Wednesday, April 6, 2011

bird by bird

Back from a near three weeks in Vietnam, where the first half sped by and made me feel I'd been there forever and where the second half slowed to normality and felt too short, and where both halves exhausted me with experience. I went to Vietnam to translate for a medical mission, a group of plastic surgeons repairing the lips, eyes, and ears of children and a few adults. Afterwards I was able to spend some time with family and family friends.

Coming back I've returned to a disorientation that almost feels familiar at this point, coupled to the overwhelming sense of too many things-to-write that also feels familiar and would be friendly if it weren't for the fact that many times I'd rather it be a stranger. I have a couple months before I go to California for a primary care rotation, and in those couple of months, I'd like to:

-complete patient interviews for my research project
-start sorting through the lit review & begin introduction for my project
-write on translation & pros/cons of medical missions
-work with my co-translator to write about particular aspects of our mission, namely--how much do we know about our patient population when entering this foreign place?
-work on several projects for atrium magazine
-finish loose ends on the public health research project from years ago
-compile information re: family & relation to Vietnam
-plan trip to Bar Harbor with Allison, possible end-of-May trip with M somewhere?
-plan things-to-do in my month in California

Most everything is writing-oriented, and most everything is vague and nebulous; I'm working in the realm of broad goals, not yet to the point of concrete tasks. I've been re-learning chemistry as M bravely marches through his post-bac classes, and it's strangely been a deceiving escape to a contained world of facts and answers. But I think back to when I was contained in that, and how I saw it as a gateway to where I am now.
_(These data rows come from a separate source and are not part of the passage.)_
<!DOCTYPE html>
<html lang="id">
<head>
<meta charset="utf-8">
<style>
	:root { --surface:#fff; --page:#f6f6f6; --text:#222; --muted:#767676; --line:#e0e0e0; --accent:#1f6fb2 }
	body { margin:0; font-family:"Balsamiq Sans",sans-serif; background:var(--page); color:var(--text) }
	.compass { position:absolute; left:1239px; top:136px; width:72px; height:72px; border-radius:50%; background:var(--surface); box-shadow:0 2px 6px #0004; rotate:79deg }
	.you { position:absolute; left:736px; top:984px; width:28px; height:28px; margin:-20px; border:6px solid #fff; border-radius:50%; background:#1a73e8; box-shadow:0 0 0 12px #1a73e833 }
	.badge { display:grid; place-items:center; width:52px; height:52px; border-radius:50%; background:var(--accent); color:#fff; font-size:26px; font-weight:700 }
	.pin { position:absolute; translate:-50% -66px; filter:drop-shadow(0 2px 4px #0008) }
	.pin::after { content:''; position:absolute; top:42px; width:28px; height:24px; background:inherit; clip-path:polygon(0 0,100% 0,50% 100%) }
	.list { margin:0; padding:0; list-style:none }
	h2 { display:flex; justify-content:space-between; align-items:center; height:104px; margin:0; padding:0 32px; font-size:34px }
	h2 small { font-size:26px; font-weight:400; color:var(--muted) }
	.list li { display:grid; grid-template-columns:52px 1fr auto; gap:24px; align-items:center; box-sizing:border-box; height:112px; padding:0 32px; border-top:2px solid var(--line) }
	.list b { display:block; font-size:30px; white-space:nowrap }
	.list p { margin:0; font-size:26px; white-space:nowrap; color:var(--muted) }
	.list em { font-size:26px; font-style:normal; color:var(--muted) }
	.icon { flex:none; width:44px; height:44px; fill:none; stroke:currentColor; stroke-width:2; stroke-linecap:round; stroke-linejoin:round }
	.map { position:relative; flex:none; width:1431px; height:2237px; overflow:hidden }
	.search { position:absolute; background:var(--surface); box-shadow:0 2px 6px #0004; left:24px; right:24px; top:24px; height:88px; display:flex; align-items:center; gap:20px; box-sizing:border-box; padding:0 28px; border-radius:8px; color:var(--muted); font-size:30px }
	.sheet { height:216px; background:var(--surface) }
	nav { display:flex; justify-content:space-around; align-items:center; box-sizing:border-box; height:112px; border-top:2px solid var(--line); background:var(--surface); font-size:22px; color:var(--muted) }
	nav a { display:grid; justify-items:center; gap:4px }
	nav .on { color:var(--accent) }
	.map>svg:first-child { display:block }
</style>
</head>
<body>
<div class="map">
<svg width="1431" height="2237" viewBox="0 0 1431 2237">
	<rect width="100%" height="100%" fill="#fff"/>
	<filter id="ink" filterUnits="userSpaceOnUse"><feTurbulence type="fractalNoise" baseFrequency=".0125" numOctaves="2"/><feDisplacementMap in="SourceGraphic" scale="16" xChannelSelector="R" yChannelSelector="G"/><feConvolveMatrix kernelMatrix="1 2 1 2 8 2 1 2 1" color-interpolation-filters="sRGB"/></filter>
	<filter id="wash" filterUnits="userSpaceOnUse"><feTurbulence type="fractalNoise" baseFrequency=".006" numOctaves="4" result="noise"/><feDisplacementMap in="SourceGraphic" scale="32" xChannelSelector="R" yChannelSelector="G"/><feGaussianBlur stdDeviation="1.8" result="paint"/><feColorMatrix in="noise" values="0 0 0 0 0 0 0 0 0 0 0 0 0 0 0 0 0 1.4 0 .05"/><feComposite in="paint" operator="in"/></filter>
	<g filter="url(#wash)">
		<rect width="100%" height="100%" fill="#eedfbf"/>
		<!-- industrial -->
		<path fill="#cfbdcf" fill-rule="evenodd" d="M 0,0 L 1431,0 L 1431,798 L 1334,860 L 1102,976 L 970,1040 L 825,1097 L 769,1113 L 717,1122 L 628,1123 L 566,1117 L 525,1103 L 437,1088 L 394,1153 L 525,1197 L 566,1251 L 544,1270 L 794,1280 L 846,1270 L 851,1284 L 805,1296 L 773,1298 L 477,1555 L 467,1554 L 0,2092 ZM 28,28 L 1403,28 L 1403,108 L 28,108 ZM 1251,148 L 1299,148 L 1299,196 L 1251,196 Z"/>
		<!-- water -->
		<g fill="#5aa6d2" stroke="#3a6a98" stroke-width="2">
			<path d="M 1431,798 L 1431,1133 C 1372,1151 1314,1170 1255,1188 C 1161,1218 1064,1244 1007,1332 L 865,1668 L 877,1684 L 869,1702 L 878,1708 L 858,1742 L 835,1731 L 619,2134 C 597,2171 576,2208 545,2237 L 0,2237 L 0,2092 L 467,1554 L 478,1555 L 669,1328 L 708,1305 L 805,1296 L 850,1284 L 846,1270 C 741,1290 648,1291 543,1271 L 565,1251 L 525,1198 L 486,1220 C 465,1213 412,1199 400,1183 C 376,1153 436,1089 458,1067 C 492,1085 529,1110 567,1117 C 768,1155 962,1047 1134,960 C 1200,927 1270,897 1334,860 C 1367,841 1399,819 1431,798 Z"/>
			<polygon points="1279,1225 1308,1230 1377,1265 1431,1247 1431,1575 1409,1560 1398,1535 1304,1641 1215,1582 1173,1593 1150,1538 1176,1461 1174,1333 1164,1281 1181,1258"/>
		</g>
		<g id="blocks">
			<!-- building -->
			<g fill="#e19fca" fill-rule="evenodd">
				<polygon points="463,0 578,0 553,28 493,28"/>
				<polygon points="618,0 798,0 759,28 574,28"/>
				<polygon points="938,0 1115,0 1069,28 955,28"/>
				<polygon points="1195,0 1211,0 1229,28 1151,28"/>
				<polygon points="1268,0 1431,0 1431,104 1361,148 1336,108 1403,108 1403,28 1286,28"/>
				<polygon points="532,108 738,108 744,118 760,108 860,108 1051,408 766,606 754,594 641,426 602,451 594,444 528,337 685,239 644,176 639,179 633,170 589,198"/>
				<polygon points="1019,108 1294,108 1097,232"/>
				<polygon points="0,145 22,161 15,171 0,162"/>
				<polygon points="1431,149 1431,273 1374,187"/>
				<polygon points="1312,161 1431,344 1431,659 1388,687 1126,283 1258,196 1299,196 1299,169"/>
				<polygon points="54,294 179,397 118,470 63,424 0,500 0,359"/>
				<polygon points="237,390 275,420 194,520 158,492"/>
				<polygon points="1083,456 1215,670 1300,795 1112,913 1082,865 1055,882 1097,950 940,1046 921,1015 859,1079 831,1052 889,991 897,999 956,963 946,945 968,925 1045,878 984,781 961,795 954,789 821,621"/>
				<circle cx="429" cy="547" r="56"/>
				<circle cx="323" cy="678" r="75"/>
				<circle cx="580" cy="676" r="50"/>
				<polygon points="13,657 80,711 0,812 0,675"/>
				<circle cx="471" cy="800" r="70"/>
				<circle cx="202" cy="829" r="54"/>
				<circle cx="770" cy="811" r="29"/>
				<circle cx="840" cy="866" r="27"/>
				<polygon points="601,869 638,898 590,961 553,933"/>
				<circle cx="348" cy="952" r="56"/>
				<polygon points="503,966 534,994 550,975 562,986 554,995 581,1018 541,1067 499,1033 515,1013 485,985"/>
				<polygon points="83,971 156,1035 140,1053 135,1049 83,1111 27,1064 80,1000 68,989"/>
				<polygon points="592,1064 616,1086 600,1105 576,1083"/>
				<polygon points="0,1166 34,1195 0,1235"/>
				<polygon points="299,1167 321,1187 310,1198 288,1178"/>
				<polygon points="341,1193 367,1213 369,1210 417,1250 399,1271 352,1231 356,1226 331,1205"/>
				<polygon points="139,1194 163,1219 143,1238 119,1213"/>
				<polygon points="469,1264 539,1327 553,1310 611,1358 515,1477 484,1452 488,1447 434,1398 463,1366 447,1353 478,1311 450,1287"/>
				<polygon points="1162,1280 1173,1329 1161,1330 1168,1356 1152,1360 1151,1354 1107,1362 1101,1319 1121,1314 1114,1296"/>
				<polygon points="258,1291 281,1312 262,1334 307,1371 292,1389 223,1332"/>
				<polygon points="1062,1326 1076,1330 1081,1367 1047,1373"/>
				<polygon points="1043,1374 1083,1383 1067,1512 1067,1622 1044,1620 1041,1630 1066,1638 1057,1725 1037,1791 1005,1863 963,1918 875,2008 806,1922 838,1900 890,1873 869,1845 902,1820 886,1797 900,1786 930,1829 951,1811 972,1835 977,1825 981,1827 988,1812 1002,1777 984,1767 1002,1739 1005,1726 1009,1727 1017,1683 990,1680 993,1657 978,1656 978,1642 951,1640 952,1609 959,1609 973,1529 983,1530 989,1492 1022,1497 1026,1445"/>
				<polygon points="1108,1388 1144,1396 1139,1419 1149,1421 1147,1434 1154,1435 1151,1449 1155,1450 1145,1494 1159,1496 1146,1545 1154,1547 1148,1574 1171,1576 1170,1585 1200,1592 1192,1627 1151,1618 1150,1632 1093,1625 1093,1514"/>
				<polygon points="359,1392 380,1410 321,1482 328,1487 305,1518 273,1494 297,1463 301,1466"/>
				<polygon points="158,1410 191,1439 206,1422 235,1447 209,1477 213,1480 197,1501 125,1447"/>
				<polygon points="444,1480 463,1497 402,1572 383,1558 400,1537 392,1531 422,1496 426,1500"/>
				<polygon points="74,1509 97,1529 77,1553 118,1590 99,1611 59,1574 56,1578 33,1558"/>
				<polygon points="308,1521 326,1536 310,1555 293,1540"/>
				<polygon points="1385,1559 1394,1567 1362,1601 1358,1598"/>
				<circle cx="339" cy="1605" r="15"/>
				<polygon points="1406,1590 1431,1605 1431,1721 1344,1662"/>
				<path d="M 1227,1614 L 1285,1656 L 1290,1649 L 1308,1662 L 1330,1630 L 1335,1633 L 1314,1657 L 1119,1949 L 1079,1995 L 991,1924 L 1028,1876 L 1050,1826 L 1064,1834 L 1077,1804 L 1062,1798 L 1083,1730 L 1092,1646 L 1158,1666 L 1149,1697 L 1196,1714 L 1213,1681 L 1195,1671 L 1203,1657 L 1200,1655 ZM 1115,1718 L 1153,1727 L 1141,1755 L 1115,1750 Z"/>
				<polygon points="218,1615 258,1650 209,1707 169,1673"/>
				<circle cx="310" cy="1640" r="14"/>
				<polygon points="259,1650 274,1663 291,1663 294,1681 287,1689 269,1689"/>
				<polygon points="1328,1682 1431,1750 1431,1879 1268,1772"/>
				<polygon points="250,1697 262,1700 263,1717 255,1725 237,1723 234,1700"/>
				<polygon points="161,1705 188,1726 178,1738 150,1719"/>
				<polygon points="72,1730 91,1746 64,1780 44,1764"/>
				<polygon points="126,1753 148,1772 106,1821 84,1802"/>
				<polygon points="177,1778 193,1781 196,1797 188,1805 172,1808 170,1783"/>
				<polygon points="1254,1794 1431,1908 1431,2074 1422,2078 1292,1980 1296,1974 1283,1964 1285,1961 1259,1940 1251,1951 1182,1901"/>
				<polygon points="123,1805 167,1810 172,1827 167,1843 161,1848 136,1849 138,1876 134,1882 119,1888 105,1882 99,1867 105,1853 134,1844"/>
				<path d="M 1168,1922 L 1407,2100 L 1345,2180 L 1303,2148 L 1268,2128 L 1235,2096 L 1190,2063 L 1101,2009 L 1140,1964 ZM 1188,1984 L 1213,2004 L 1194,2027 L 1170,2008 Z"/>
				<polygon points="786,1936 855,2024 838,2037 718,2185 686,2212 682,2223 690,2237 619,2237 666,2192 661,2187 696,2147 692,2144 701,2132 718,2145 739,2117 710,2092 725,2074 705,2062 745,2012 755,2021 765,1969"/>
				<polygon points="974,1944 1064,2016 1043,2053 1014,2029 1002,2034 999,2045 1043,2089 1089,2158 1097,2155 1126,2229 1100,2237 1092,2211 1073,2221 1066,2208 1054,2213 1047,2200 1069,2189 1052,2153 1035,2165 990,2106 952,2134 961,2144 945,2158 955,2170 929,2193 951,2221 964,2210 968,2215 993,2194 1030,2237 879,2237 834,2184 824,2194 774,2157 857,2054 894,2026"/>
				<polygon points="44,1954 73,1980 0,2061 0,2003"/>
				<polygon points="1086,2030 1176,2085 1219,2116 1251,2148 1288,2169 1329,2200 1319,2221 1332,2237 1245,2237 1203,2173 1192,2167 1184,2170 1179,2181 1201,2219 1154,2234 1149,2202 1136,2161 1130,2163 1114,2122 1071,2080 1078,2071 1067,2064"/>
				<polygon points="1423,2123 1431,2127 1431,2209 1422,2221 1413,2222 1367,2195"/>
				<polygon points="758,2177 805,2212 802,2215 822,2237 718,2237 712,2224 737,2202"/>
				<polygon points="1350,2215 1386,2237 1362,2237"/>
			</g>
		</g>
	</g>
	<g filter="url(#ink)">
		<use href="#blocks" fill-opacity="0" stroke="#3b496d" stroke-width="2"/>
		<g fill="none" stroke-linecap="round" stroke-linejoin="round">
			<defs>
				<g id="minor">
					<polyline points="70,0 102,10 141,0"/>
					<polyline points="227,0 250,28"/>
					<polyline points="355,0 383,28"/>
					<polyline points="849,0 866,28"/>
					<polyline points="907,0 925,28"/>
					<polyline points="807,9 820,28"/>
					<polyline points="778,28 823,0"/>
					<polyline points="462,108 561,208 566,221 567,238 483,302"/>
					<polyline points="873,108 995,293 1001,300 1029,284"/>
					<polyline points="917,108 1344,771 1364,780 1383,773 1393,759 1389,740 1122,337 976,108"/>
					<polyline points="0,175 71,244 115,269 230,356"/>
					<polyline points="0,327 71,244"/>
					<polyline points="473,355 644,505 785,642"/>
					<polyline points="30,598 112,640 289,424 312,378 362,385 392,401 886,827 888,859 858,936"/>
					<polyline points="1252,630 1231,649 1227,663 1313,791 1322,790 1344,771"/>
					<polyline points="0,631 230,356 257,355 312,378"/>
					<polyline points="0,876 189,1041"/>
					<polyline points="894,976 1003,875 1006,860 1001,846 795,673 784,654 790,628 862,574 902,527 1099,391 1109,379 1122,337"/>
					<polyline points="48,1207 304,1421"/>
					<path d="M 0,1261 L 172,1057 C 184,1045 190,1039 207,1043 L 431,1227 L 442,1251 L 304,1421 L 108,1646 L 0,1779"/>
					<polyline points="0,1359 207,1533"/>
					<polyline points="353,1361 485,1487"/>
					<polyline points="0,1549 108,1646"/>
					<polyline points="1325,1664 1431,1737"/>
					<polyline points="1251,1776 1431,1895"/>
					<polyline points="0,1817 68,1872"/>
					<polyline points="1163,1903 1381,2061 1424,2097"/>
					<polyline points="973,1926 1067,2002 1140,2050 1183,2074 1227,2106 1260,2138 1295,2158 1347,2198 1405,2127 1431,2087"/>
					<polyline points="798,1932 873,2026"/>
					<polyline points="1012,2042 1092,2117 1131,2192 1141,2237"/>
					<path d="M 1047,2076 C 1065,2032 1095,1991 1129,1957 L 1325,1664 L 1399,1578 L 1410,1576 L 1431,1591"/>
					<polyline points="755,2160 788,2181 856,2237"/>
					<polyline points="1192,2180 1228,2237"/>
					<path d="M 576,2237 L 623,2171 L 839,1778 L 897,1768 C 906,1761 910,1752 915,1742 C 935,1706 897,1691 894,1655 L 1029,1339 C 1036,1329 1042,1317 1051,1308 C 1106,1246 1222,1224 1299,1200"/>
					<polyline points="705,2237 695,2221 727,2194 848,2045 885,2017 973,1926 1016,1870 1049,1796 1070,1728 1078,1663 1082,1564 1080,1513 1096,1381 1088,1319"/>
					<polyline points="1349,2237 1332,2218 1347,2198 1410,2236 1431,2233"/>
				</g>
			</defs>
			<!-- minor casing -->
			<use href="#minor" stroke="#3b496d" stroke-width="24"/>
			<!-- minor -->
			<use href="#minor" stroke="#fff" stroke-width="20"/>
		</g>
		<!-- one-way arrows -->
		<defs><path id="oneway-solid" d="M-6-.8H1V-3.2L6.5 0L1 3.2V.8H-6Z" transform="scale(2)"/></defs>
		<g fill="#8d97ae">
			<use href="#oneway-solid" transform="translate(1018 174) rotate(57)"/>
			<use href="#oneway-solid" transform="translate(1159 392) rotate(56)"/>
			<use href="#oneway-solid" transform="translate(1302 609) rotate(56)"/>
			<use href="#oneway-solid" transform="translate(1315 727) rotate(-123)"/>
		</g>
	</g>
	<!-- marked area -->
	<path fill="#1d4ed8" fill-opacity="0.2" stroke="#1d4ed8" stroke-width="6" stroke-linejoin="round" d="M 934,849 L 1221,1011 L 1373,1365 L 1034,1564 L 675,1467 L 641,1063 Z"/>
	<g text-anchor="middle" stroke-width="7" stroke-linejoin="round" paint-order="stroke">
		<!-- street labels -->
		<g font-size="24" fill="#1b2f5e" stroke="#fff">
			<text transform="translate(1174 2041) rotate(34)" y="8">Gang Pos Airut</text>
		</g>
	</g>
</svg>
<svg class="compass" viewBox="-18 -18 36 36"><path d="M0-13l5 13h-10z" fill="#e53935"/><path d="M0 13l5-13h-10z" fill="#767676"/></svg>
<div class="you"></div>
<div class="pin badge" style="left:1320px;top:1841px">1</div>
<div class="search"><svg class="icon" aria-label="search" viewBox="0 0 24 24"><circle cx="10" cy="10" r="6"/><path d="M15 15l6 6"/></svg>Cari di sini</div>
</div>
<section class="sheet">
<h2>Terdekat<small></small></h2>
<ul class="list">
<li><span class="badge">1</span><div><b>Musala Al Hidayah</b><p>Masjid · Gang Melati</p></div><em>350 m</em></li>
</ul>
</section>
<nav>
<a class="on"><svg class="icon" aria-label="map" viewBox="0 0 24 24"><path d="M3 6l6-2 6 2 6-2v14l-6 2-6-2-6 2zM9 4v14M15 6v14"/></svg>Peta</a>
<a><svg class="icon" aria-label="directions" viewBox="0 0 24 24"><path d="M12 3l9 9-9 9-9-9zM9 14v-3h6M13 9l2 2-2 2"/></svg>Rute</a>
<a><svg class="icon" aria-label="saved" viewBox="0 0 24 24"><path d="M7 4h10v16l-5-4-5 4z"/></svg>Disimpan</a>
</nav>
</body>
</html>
My advisor recommended a book on writing to me this morning, called Bird by Bird. The title comes from a story about the author's brother, who had a year-long term paper to write on birds. Near the very end, he'd attained encyclopedic information on a large number of birds, and sat unable to write anything about him. His dad told him to take it bird by bird, and somehow the image of birds on a wire turned a rational -ism into something real and felt to me. It's always been hard for me to multi-task, as the significance of each thing is so present to me, but as I chug piece by piece I feel it's not about finishing but about continuing; I remember that I'll never want to run out.